(Stored data entries)
_ _ _

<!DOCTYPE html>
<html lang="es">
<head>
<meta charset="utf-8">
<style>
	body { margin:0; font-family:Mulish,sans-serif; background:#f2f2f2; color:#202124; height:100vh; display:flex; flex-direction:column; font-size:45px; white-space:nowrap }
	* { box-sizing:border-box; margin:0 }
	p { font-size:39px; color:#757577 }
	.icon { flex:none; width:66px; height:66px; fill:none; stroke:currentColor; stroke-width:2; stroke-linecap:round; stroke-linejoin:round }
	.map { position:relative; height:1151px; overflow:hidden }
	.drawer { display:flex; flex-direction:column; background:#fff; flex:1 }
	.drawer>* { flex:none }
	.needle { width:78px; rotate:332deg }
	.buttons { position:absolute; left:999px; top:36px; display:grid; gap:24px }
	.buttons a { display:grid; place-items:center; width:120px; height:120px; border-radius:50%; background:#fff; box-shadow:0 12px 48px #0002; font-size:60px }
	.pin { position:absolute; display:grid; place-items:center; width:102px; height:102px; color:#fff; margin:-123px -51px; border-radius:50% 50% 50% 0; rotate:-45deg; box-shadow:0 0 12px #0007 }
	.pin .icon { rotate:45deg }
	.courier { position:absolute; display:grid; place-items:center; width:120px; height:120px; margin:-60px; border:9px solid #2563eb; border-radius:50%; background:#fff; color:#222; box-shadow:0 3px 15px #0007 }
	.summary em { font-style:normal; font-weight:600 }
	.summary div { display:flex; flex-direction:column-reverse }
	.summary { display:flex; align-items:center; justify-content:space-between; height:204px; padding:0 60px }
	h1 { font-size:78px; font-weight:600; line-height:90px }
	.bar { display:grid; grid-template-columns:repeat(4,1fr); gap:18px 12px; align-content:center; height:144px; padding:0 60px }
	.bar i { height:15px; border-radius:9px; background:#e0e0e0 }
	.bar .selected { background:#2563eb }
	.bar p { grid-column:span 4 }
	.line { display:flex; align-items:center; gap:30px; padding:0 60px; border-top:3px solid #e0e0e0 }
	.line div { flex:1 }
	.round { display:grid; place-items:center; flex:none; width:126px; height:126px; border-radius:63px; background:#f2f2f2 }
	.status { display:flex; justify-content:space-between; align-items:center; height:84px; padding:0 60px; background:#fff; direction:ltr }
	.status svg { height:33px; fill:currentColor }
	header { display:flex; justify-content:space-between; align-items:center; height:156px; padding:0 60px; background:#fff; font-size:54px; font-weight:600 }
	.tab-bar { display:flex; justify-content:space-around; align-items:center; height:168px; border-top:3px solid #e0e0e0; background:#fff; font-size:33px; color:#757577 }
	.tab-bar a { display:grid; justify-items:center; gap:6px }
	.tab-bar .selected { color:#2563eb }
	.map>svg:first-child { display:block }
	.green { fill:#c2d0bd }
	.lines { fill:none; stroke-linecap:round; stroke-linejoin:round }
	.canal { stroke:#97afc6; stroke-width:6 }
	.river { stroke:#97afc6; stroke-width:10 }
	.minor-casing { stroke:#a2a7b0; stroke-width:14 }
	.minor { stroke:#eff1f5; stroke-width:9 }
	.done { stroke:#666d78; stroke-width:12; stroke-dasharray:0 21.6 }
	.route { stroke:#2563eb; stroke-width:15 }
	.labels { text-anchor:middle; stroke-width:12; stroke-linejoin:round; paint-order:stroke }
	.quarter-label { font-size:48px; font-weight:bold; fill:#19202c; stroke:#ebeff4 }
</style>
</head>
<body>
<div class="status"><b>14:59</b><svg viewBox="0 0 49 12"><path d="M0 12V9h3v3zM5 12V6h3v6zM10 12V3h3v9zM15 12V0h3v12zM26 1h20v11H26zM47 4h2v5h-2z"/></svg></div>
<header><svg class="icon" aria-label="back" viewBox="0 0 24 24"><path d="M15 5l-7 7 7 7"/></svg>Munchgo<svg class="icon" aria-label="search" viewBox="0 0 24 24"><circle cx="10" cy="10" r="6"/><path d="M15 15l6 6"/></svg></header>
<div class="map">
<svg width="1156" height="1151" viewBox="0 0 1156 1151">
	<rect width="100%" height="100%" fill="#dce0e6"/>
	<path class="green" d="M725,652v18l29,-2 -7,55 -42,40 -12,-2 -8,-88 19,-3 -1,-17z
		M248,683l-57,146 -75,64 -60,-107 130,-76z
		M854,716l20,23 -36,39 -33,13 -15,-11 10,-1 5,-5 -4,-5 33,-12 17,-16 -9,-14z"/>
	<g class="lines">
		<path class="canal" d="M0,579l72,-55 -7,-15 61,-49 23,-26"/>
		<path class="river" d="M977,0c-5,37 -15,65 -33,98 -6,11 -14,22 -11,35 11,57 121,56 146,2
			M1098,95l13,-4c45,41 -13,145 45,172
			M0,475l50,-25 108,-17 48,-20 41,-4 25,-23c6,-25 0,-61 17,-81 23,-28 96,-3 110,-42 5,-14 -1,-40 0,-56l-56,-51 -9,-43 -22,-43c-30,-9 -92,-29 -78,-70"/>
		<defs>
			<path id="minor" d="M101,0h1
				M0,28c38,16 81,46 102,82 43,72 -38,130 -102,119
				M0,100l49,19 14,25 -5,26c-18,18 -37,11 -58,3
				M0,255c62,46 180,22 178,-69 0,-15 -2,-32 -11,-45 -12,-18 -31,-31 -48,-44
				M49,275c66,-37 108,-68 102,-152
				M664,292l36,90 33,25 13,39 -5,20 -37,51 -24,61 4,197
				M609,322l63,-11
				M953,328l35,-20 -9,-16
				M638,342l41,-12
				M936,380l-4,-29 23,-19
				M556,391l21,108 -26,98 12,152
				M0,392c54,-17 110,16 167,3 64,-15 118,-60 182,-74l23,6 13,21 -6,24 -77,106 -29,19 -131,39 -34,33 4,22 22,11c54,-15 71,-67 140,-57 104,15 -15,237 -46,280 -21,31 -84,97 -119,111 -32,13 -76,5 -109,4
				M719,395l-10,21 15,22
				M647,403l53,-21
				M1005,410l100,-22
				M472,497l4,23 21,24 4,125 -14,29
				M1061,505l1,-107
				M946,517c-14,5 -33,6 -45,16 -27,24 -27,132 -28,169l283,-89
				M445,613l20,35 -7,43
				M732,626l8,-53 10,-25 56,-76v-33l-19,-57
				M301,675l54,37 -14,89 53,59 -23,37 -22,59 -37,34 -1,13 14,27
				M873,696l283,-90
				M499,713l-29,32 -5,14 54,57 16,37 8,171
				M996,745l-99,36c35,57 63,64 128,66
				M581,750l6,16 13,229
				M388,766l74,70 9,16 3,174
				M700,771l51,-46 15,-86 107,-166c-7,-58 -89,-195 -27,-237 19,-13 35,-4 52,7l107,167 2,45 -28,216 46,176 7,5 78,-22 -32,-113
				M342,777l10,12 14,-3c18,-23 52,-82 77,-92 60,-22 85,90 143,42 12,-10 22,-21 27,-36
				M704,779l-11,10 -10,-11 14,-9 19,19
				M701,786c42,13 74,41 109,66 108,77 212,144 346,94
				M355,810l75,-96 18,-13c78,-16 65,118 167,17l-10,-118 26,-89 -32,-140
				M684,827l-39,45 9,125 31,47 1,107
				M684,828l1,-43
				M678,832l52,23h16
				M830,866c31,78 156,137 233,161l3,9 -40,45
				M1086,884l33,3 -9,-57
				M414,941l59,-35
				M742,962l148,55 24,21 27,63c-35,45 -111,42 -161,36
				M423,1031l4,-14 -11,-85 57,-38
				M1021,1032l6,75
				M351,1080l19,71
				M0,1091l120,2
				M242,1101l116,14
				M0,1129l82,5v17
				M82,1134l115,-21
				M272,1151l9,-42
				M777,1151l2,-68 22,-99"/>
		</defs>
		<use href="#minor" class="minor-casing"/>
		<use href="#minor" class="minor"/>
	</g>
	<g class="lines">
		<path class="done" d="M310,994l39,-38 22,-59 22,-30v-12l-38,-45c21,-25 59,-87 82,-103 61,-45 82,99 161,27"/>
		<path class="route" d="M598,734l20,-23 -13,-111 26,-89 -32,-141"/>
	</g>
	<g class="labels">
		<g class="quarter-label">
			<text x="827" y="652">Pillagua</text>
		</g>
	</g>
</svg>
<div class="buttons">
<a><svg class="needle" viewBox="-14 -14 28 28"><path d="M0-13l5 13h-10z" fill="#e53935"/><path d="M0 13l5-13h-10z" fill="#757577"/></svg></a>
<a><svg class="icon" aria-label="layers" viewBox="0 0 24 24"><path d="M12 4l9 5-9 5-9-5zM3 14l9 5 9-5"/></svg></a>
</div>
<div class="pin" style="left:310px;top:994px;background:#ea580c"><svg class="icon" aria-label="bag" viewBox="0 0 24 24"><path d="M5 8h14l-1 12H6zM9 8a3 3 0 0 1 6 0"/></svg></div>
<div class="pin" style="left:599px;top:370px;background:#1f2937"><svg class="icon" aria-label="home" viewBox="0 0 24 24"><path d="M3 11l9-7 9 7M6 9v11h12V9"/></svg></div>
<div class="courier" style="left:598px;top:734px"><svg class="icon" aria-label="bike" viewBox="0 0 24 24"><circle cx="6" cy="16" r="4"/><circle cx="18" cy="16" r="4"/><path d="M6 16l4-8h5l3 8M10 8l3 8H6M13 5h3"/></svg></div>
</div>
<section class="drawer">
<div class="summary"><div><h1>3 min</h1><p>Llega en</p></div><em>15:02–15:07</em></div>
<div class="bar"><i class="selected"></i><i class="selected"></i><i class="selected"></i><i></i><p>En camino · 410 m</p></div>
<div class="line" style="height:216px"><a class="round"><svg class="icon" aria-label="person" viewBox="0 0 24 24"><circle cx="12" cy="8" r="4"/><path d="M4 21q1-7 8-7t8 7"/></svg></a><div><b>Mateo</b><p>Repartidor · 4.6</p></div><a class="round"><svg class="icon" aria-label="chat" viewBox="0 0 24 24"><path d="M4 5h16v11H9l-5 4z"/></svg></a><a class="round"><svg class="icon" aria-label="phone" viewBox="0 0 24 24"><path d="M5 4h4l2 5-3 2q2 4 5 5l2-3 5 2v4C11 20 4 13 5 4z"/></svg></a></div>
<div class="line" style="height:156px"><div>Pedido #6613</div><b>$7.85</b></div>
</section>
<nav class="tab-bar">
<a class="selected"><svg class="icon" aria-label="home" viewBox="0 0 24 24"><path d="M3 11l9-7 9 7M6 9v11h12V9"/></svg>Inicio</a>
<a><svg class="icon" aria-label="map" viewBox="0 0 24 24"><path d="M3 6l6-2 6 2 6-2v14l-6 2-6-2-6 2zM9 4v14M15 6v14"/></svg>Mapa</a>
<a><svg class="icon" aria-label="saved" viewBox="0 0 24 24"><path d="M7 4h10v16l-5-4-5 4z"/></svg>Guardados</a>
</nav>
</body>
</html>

_ _ _

Exercise:
Wherever "buttons" turns up in the records, copy the whole line.

Result below:
	.buttons { position:absolute; left:999px; top:36px; display:grid; gap:24px }
	.buttons a { display:grid; place-items:center; width:120px; height:120px; border-radius:50%; background:#fff; box-shadow:0 12px 48px #0002; font-size:60px }
<div class="buttons">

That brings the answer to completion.